On Measuring Localization of Shortcuts in Deep Networks
Nikita Tsoy, Nikola Konstantinov
TL;DR
This work tackles the challenge of understanding how shortcuts emerge in deep networks by developing a layer-wise, counterfactual framework that quantifies each block's contribution to accuracy degradation under shortcut-inducing skews. It decomposes shortcut learning into spurious feature encoding and core feature forgetting, using two metrics to localize these effects across network blocks in multiple architectures and datasets. The key finding is that shortcuts are distributed across layers rather than localized to a single block, with early layers tending to encode spurious cues and later layers forgetting core, predictive features; dataset, architecture, skews, and optimizer all shape these patterns.
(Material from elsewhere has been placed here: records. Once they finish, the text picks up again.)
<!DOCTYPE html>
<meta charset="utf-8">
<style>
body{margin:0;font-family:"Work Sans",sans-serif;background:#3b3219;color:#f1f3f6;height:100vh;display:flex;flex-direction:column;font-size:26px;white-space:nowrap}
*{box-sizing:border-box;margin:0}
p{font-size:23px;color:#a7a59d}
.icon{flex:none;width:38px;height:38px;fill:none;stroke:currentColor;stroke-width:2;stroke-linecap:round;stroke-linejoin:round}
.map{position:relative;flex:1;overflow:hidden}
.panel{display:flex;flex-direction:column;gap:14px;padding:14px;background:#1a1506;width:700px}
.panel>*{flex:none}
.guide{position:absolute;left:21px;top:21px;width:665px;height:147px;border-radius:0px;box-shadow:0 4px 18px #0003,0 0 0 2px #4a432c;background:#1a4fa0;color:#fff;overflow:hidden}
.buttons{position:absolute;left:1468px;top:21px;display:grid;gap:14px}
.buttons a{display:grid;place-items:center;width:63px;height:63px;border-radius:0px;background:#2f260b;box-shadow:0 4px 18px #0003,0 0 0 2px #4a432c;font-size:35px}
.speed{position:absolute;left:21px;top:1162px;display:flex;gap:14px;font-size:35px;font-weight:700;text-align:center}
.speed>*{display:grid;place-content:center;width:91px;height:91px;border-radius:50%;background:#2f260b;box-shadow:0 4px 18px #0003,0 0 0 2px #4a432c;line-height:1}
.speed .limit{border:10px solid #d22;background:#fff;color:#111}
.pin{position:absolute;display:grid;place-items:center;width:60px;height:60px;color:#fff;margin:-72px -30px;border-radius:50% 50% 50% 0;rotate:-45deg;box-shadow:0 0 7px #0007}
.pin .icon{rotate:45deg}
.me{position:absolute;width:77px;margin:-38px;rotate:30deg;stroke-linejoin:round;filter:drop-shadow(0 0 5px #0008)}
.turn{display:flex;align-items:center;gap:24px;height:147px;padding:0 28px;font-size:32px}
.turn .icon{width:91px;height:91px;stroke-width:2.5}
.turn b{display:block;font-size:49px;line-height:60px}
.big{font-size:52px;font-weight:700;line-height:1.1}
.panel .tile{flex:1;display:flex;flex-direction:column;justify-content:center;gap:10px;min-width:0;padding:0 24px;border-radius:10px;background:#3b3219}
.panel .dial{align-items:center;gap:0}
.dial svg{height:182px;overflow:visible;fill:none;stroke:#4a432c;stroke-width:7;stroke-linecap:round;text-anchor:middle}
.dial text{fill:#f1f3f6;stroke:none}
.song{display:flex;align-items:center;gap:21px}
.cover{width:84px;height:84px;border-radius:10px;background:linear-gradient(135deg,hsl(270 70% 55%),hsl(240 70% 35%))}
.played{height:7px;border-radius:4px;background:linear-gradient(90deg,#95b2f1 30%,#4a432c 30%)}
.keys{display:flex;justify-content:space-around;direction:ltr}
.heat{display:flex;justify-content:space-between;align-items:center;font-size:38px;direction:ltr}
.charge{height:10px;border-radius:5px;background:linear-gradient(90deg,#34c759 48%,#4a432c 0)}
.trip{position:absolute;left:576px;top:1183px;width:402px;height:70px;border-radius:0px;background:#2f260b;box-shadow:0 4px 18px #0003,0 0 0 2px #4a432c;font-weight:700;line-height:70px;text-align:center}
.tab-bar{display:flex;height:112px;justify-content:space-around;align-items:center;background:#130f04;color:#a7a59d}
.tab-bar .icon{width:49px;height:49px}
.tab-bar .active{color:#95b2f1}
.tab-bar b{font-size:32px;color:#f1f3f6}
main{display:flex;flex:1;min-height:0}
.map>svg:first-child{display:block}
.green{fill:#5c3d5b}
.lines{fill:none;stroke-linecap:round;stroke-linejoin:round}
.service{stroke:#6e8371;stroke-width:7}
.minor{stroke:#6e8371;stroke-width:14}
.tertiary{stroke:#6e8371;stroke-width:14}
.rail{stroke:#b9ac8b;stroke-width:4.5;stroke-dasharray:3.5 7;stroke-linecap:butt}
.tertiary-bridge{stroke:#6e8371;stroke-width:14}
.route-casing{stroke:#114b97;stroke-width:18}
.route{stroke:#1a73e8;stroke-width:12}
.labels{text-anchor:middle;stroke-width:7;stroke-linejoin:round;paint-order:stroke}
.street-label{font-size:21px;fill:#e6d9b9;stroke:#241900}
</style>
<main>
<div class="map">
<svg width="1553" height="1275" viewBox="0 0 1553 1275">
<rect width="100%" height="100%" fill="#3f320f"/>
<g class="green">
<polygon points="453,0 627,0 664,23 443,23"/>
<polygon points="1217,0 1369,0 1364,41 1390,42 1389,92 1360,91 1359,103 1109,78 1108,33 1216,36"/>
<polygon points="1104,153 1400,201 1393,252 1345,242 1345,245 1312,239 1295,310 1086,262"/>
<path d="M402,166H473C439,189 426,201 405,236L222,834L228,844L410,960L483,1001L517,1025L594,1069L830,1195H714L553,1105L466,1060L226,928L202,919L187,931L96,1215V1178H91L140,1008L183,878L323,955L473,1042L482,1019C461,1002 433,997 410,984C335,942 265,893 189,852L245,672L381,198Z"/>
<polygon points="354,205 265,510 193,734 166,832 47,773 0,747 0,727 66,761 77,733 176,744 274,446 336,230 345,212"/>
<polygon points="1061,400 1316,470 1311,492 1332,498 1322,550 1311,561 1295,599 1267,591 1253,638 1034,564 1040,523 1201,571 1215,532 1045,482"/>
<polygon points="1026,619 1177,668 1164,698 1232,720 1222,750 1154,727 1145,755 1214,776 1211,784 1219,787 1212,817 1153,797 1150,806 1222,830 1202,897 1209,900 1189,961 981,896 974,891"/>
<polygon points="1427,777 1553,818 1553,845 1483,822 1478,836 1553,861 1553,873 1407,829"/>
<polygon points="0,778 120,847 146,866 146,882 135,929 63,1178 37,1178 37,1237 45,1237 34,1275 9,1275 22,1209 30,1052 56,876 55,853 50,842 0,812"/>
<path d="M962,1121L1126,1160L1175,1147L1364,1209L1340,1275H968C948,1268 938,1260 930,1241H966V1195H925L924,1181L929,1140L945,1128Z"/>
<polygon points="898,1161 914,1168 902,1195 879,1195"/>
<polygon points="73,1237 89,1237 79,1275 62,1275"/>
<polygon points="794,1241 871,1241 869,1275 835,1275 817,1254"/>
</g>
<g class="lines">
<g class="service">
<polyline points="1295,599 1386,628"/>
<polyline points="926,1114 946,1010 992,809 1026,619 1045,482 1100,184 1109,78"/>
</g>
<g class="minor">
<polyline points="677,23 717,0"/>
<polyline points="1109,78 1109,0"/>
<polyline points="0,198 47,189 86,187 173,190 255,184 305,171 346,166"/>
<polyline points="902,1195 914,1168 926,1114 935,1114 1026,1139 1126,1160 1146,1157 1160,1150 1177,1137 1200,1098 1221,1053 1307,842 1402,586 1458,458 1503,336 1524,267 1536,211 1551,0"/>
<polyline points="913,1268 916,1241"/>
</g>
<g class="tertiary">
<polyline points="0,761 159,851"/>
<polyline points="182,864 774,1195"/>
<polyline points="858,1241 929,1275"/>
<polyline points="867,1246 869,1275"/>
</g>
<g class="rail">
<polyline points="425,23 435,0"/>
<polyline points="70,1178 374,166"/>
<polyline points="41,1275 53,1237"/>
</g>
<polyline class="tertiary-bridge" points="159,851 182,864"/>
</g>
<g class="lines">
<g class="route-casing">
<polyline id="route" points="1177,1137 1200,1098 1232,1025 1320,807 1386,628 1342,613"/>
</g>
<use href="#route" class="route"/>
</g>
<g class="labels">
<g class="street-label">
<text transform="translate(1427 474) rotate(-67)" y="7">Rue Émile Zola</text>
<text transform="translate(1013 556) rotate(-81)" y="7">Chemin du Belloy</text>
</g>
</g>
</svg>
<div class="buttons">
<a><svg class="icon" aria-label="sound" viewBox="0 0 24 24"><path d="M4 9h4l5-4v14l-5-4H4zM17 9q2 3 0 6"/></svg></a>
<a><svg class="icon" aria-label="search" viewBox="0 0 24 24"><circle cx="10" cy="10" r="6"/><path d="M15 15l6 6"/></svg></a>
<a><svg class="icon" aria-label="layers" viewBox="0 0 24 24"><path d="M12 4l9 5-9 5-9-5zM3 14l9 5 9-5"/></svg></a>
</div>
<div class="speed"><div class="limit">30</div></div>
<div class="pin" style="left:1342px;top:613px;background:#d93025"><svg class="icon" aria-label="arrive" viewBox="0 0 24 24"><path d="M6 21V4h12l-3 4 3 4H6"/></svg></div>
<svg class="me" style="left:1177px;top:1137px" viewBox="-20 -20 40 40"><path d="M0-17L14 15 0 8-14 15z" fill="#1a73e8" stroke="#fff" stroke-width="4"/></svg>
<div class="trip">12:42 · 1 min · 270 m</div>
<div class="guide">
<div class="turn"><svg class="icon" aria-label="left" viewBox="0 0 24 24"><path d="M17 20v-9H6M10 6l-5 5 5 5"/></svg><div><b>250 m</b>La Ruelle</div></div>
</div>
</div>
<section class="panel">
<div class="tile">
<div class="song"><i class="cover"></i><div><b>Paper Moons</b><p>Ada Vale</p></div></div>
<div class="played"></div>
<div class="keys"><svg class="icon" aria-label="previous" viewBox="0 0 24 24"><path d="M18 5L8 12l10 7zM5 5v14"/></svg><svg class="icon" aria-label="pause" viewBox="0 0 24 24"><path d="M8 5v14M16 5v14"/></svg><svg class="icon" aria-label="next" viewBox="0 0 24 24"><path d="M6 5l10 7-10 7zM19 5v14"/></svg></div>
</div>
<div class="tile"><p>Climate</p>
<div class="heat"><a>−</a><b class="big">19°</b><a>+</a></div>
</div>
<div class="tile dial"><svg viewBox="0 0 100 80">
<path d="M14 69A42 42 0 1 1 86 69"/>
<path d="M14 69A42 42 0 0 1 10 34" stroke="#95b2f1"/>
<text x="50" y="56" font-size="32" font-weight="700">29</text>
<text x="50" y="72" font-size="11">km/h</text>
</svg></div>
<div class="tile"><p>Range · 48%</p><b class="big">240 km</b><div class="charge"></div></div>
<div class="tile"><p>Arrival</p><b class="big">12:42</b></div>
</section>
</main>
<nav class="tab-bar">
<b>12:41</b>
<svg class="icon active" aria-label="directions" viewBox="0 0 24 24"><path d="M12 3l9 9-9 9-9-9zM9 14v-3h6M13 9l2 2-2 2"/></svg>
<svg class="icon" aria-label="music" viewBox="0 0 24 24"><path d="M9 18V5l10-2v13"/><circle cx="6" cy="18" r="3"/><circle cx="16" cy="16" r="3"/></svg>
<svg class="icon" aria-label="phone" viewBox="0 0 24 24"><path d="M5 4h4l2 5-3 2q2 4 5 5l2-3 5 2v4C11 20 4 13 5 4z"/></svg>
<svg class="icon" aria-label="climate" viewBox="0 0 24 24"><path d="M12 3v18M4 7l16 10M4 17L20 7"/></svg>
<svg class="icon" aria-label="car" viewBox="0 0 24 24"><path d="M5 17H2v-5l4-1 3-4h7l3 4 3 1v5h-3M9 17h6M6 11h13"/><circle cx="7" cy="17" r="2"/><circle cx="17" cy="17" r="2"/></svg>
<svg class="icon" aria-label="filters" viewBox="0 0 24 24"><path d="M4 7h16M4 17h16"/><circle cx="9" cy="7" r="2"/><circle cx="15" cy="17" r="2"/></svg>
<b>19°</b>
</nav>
Importantly, the authors demonstrate that their localization metrics can predict the success of certain layer-wise interventions (e.g., learning-rate adjustments or freezing), implying that effective shortcut mitigation should be tailored to the specific dataset and architecture, rather than relying on universal strategies.
Abstract
Shortcuts, spurious rules that perform well during training but fail to generalize, present a major challenge to the reliability of deep networks (Geirhos et al., 2020). However, the impact of shortcuts on feature representations remains understudied, obstructing the design of principled shortcut-mitigation methods. To overcome this limitation, we investigate the layer-wise localization of shortcuts in deep models. Our novel experiment design quantifies the layer-wise contribution to accuracy degradation caused by a shortcut-inducing skew by counterfactual training on clean and skewed datasets. We employ our design to study shortcuts on CIFAR-10, Waterbirds, and CelebA datasets across VGG, ResNet, DeiT, and ConvNeXt architectures. We find that shortcut learning is not localized in specific layers but distributed throughout the network. Different network parts play different roles in this process: shallow layers predominantly encode spurious features, while deeper layers predominantly forget core features that are predictive on clean data. We also analyze the differences in localization and describe its principal axes of variation. Finally, our analysis of layer-wise shortcut-mitigation strategies suggests the hardness of designing general methods, supporting dataset- and architecture-specific approaches instead.